How to complete this task:
Line by line, return the material below exactly as it reads.
** Provided records follows **
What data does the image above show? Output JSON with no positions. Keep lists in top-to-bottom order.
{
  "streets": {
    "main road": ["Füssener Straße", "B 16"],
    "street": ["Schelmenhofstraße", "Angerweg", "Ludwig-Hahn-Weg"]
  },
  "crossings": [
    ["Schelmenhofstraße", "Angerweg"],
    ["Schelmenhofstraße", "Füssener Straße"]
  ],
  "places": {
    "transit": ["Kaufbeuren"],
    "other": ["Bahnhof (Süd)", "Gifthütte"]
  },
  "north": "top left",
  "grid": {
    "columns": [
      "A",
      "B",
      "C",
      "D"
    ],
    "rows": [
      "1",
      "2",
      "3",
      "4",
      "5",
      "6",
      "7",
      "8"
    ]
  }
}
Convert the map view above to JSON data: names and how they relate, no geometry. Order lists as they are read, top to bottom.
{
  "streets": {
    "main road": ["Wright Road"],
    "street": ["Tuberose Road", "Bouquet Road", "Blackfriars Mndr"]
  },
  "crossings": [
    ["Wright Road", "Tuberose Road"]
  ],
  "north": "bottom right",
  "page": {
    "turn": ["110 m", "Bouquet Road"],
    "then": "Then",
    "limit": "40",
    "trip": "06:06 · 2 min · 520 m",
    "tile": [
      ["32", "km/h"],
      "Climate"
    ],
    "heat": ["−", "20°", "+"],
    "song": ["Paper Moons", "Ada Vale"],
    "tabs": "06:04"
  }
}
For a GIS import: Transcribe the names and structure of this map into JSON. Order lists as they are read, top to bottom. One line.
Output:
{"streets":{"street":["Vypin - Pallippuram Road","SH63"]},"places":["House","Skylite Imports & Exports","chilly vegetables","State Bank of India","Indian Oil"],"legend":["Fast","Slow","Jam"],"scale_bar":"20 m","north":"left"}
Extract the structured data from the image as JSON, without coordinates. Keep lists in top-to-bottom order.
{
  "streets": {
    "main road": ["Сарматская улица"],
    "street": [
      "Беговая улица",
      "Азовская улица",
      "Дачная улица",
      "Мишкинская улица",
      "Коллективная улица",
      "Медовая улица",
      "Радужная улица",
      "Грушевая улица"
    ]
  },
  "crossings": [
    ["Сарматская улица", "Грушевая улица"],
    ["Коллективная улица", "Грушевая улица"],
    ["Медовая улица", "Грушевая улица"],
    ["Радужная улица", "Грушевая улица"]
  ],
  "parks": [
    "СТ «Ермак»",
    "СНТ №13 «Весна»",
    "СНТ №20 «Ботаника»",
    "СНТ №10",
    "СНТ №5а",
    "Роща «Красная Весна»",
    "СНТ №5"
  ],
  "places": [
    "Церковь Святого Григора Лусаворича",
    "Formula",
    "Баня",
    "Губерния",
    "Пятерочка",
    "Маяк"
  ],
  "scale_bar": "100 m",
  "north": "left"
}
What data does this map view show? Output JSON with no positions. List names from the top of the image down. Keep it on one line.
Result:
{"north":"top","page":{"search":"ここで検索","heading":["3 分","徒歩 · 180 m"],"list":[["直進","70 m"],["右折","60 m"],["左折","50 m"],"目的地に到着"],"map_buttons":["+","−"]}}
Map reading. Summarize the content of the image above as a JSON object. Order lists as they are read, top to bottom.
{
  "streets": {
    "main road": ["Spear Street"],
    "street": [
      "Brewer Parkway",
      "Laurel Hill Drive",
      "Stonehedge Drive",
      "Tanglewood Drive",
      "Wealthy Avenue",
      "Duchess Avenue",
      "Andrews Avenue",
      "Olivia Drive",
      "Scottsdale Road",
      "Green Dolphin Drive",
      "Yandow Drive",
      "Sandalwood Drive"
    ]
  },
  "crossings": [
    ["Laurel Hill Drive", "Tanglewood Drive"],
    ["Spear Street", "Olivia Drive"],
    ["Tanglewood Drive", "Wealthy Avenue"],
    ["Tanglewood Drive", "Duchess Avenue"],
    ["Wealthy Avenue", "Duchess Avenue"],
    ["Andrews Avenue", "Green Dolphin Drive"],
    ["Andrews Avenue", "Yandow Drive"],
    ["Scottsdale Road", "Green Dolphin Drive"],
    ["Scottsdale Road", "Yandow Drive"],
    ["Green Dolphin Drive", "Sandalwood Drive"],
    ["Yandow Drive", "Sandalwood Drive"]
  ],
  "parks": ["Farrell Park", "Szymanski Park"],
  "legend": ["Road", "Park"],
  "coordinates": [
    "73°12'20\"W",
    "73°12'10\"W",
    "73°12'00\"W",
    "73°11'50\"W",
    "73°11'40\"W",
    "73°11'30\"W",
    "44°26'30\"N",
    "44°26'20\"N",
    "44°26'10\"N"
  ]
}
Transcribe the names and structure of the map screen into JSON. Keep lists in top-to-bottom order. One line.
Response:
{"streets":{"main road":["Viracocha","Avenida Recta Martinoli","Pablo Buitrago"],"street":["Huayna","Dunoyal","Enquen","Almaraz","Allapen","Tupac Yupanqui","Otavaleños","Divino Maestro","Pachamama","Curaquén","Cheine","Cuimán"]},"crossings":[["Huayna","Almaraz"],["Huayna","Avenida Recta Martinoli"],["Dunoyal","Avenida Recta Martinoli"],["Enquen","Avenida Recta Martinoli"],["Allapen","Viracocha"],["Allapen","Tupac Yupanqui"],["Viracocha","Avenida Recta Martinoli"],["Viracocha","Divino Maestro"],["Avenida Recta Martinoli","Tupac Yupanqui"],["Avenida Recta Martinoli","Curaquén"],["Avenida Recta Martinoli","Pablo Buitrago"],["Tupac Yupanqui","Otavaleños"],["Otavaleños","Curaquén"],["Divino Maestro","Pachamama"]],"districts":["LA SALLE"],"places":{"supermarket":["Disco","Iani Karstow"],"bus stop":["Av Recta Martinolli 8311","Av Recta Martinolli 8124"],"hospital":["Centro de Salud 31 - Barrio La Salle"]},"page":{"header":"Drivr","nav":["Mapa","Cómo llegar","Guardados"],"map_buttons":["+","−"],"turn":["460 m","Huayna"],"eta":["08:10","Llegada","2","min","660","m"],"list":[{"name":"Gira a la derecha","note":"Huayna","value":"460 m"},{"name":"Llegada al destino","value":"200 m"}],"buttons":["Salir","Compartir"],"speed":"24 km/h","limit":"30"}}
** End of Provided records **
Exercise output:
What data does the image above show? Output JSON with no positions. Keep lists in top-to-bottom order.
{
  "streets": {
    "main road": ["Füssener Straße", "B 16"],
    "street": ["Schelmenhofstraße", "Angerweg", "Ludwig-Hahn-Weg"]
  },
  "crossings": [
    ["Schelmenhofstraße", "Angerweg"],
    ["Schelmenhofstraße", "Füssener Straße"]
  ],
  "places": {
    "transit": ["Kaufbeuren"],
    "other": ["Bahnhof (Süd)", "Gifthütte"]
  },
  "north": "top left",
  "grid": {
    "columns": [
      "A",
      "B",
      "C",
      "D"
    ],
    "rows": [
      "1",
      "2",
      "3",
      "4",
      "5",
      "6",
      "7",
      "8"
    ]
  }
}
Convert the map view above to JSON data: names and how they relate, no geometry. Order lists as they are read, top to bottom.
{
  "streets": {
    "main road": ["Wright Road"],
    "street": ["Tuberose Road", "Bouquet Road", "Blackfriars Mndr"]
  },
  "crossings": [
    ["Wright Road", "Tuberose Road"]
  ],
  "north": "bottom right",
  "page": {
    "turn": ["110 m", "Bouquet Road"],
    "then": "Then",
    "limit": "40",
    "trip": "06:06 · 2 min · 520 m",
    "tile": [
      ["32", "km/h"],
      "Climate"
    ],
    "heat": ["−", "20°", "+"],
    "song": ["Paper Moons", "Ada Vale"],
    "tabs": "06:04"
  }
}
For a GIS import: Transcribe the names and structure of this map into JSON. Order lists as they are read, top to bottom. One line.
Output:
{"streets":{"street":["Vypin - Pallippuram Road","SH63"]},"places":["House","Skylite Imports & Exports","chilly vegetables","State Bank of India","Indian Oil"],"legend":["Fast","Slow","Jam"],"scale_bar":"20 m","north":"left"}
Extract the structured data from the image as JSON, without coordinates. Keep lists in top-to-bottom order.
{
  "streets": {
    "main road": ["Сарматская улица"],
    "street": [
      "Беговая улица",
      "Азовская улица",
      "Дачная улица",
      "Мишкинская улица",
      "Коллективная улица",
      "Медовая улица",
      "Радужная улица",
      "Грушевая улица"
    ]
  },
  "crossings": [
    ["Сарматская улица", "Грушевая улица"],
    ["Коллективная улица", "Грушевая улица"],
    ["Медовая улица", "Грушевая улица"],
    ["Радужная улица", "Грушевая улица"]
  ],
  "parks": [
    "СТ «Ермак»",
    "СНТ №13 «Весна»",
    "СНТ №20 «Ботаника»",
    "СНТ №10",
    "СНТ №5а",
    "Роща «Красная Весна»",
    "СНТ №5"
  ],
  "places": [
    "Церковь Святого Григора Лусаворича",
    "Formula",
    "Баня",
    "Губерния",
    "Пятерочка",
    "Маяк"
  ],
  "scale_bar": "100 m",
  "north": "left"
}
What data does this map view show? Output JSON with no positions. List names from the top of the image down. Keep it on one line.
Result:
{"north":"top","page":{"search":"ここで検索","heading":["3 分","徒歩 · 180 m"],"list":[["直進","70 m"],["右折","60 m"],["左折","50 m"],"目的地に到着"],"map_buttons":["+","−"]}}
Map reading. Summarize the content of the image above as a JSON object. Order lists as they are read, top to bottom.
{
  "streets": {
    "main road": ["Spear Street"],
    "street": [
      "Brewer Parkway",
      "Laurel Hill Drive",
      "Stonehedge Drive",
      "Tanglewood Drive",
      "Wealthy Avenue",
      "Duchess Avenue",
      "Andrews Avenue",
      "Olivia Drive",
      "Scottsdale Road",
      "Green Dolphin Drive",
      "Yandow Drive",
      "Sandalwood Drive"
    ]
  },
  "crossings": [
    ["Laurel Hill Drive", "Tanglewood Drive"],
    ["Spear Street", "Olivia Drive"],
    ["Tanglewood Drive", "Wealthy Avenue"],
    ["Tanglewood Drive", "Duchess Avenue"],
    ["Wealthy Avenue", "Duchess Avenue"],
    ["Andrews Avenue", "Green Dolphin Drive"],
    ["Andrews Avenue", "Yandow Drive"],
    ["Scottsdale Road", "Green Dolphin Drive"],
    ["Scottsdale Road", "Yandow Drive"],
    ["Green Dolphin Drive", "Sandalwood Drive"],
    ["Yandow Drive", "Sandalwood Drive"]
  ],
  "parks": ["Farrell Park", "Szymanski Park"],
  "legend": ["Road", "Park"],
  "coordinates": [
    "73°12'20\"W",
    "73°12'10\"W",
    "73°12'00\"W",
    "73°11'50\"W",
    "73°11'40\"W",
    "73°11'30\"W",
    "44°26'30\"N",
    "44°26'20\"N",
    "44°26'10\"N"
  ]
}
Transcribe the names and structure of the map screen into JSON. Keep lists in top-to-bottom order. One line.
Response:
{"streets":{"main road":["Viracocha","Avenida Recta Martinoli","Pablo Buitrago"],"street":["Huayna","Dunoyal","Enquen","Almaraz","Allapen","Tupac Yupanqui","Otavaleños","Divino Maestro","Pachamama","Curaquén","Cheine","Cuimán"]},"crossings":[["Huayna","Almaraz"],["Huayna","Avenida Recta Martinoli"],["Dunoyal","Avenida Recta Martinoli"],["Enquen","Avenida Recta Martinoli"],["Allapen","Viracocha"],["Allapen","Tupac Yupanqui"],["Viracocha","Avenida Recta Martinoli"],["Viracocha","Divino Maestro"],["Avenida Recta Martinoli","Tupac Yupanqui"],["Avenida Recta Martinoli","Curaquén"],["Avenida Recta Martinoli","Pablo Buitrago"],["Tupac Yupanqui","Otavaleños"],["Otavaleños","Curaquén"],["Divino Maestro","Pachamama"]],"districts":["LA SALLE"],"places":{"supermarket":["Disco","Iani Karstow"],"bus stop":["Av Recta Martinolli 8311","Av Recta Martinolli 8124"],"hospital":["Centro de Salud 31 - Barrio La Salle"]},"page":{"header":"Drivr","nav":["Mapa","Cómo llegar","Guardados"],"map_buttons":["+","−"],"turn":["460 m","Huayna"],"eta":["08:10","Llegada","2","min","660","m"],"list":[{"name":"Gira a la derecha","note":"Huayna","value":"460 m"},{"name":"Llegada al destino","value":"200 m"}],"buttons":["Salir","Compartir"],"speed":"24 km/h","limit":"30"}}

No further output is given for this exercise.